The so-called significand is the 23 fraction bits, plus an implicit leading bit which is always 1 unless the exponent bits are all 0. So the total precision is 24 bit, log10(2**24) ≈ 7.225 decimal digits

s: significand

e=0x0,  s=0:  => +-0.0
e=0xff, s=0:  => +-Inf
e=0xff, s!=0: => NaN

It is particularly odd that the sign + exponent does not align to the first byte, the exponent overlaps to the last bit of the second byte. So you have to mask off the exp and fraction.

A simple conversion to double is best done as compiler cast. Every compiler can do float and double.

cvt_num4_num8(unsigned char *dest, const unsigned char *src)
{
    float f;
    double d;
    memcpy(&f, src, 4);
    d = (double)f;
    ROUND_TO(d, double, 7);
    memcpy(dest, &d, 8);
}

This is a problematic case. double has more precision than float, so the result needs to be rounded to 7-9 digits.

8-byte DOUBLE float / IEEE-754 binary64

This is double precision, the most popular format. It uses 8 byte, 64 bit. 11 bits for the exponent, and 52 bits for the mantissa. It can preserve 15-16 decimal digits, DBL_DIG.

   sign    1 bit  63
   exp    11 bits 62-52     bias 1023
   frac   52 bits 51-0      (53 bit precision implicit)
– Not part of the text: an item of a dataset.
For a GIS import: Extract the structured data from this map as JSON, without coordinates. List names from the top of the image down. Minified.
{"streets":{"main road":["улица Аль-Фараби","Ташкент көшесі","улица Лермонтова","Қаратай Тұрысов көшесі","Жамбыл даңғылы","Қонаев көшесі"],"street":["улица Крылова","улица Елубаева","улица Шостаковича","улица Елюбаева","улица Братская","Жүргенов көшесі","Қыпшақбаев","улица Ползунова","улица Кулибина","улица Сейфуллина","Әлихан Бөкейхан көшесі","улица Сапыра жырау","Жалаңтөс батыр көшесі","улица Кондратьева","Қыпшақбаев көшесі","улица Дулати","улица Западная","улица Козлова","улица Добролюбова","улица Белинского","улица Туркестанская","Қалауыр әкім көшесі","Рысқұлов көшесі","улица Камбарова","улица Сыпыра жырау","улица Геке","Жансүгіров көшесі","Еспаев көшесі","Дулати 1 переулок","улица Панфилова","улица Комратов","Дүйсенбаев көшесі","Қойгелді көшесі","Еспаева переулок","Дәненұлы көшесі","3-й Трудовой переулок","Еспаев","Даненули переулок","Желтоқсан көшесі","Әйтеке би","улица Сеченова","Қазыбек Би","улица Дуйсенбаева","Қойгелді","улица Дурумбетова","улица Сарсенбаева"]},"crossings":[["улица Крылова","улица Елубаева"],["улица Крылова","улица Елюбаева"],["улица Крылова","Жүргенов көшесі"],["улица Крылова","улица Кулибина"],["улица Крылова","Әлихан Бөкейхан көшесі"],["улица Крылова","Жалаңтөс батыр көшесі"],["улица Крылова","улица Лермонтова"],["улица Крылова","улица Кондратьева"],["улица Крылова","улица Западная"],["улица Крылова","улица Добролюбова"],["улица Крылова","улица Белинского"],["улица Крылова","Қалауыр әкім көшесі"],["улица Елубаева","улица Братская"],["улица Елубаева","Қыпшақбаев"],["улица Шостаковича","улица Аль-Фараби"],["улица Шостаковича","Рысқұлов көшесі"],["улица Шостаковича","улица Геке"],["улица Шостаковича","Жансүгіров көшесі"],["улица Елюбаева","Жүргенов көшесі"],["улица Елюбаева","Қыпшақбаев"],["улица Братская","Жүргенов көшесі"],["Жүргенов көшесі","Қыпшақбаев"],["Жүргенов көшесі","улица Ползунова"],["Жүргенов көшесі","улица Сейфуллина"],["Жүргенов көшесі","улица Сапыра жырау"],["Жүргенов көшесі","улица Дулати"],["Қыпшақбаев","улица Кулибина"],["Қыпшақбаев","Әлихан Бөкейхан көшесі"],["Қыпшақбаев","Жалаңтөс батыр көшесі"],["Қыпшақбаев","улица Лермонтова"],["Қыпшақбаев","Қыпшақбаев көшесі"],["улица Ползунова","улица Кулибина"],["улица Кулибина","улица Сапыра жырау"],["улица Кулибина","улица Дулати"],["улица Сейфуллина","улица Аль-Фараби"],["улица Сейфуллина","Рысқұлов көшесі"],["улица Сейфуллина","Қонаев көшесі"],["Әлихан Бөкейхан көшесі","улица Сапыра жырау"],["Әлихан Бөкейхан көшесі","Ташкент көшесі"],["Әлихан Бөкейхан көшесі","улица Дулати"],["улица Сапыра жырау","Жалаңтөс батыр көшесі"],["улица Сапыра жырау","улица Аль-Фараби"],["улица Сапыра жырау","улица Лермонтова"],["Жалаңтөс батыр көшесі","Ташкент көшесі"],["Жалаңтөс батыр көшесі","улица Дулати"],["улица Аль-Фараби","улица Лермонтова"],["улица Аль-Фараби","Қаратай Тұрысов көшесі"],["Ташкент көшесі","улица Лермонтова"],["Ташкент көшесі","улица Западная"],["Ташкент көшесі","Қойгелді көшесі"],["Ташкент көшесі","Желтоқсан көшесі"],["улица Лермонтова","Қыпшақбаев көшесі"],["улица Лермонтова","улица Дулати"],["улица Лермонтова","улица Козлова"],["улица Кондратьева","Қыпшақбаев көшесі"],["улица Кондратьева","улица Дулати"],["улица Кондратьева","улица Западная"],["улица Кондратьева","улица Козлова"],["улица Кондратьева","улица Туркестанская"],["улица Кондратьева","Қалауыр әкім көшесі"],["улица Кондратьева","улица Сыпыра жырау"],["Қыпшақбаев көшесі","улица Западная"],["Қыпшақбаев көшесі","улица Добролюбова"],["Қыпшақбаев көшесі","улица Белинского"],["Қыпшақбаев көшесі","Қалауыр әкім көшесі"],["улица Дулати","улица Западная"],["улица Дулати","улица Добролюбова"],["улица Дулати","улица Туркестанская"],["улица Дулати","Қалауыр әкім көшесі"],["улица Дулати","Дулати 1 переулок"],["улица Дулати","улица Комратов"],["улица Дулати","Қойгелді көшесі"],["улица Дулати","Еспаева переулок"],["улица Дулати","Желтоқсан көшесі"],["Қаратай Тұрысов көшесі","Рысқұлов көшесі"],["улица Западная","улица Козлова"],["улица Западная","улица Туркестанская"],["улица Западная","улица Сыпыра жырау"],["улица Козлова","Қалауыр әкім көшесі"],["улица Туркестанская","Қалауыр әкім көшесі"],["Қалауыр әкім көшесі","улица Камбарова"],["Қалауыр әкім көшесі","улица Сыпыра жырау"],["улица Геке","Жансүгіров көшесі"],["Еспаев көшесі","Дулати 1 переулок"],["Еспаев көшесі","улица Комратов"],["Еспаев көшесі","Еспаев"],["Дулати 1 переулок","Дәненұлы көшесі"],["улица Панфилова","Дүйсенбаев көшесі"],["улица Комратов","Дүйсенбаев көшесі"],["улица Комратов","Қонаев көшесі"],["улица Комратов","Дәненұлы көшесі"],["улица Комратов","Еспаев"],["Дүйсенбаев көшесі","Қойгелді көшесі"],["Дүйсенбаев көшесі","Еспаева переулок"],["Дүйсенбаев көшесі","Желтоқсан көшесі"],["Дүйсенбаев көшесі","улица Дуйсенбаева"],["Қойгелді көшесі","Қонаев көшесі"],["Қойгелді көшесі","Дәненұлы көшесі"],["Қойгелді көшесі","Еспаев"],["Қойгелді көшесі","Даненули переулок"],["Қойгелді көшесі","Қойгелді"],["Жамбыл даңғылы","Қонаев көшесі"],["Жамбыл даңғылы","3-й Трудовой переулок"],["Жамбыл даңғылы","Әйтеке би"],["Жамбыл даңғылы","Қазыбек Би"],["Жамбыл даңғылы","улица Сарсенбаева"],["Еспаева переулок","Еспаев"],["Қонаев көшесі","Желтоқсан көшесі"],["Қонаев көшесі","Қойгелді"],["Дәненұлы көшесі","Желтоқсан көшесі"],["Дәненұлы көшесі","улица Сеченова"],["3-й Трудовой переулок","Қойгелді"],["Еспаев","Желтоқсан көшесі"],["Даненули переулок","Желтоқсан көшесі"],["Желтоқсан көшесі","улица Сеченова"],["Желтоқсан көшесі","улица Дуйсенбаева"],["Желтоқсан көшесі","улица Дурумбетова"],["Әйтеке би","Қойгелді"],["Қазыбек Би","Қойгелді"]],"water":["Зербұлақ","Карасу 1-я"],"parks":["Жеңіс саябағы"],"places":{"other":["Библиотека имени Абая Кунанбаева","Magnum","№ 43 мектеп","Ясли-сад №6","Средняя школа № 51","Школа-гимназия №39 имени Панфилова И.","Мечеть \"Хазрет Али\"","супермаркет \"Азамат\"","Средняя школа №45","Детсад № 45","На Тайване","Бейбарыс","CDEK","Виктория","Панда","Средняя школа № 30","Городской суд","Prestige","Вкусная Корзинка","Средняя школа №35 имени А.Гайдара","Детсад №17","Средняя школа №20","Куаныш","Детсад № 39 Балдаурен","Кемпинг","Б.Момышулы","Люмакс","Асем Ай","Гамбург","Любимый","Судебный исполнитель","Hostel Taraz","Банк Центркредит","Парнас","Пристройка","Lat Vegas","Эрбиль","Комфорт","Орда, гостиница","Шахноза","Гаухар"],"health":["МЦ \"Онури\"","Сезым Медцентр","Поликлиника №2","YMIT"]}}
+[7]----+[6]----+[5]----+[4]----+[3]----+[2]----+[1]----+[0]----+
S|   exp   |                  fraction                          |
+-------+-------+-------+-------+-------+-------+-------+-------+
1|<---11-->|<---------------------52 bits---------------------->|
<---------------------------64 bits----------------------------->

Precision: log10(2**53) ≈ 15.955 decimal digits. The first fraction bit is assumed to be 1 unless the exponent is 0x7ff

s: significand

e=0x0,   s=0:  => +-0.0
e=0x7ff, s=0:  => +-Inf
e=0x7ff, s!=0: => NaN

3ff0 0000 0000 0000   = 1
4000 0000 0000 0000   = 2
8000 0000 0000 0000   = -0
7ff0 0000 0000 0000   = Inf
fff0 0000 0000 0000   = -Inf
3df5 5555 5555 5555   ~ 1/3

Read into single float:

cvt_num8_num4(unsigned char *dest, const unsigned char *src)
{
    float f;
    double d;
    memcpy(&f, src, 8);
    f = (float)d;
    memcpy(dest, &d, 4);
}

No rounding problems.

Read into native long double:

cvt_num8_numld(unsigned char *dest, const unsigned char *src)
{
    double d;
    long double ld;
    memcpy(&d, src, 8);
    ld = (long double)d;
    memcpy(dest, &ld, sizeof(long double));
}

No rounding problems, as the compiler cast should handle that. Note that "native long double" can be up to 6 different binary representations, i386, amd64+i64, ppc, mips, aix or sparc64+s390.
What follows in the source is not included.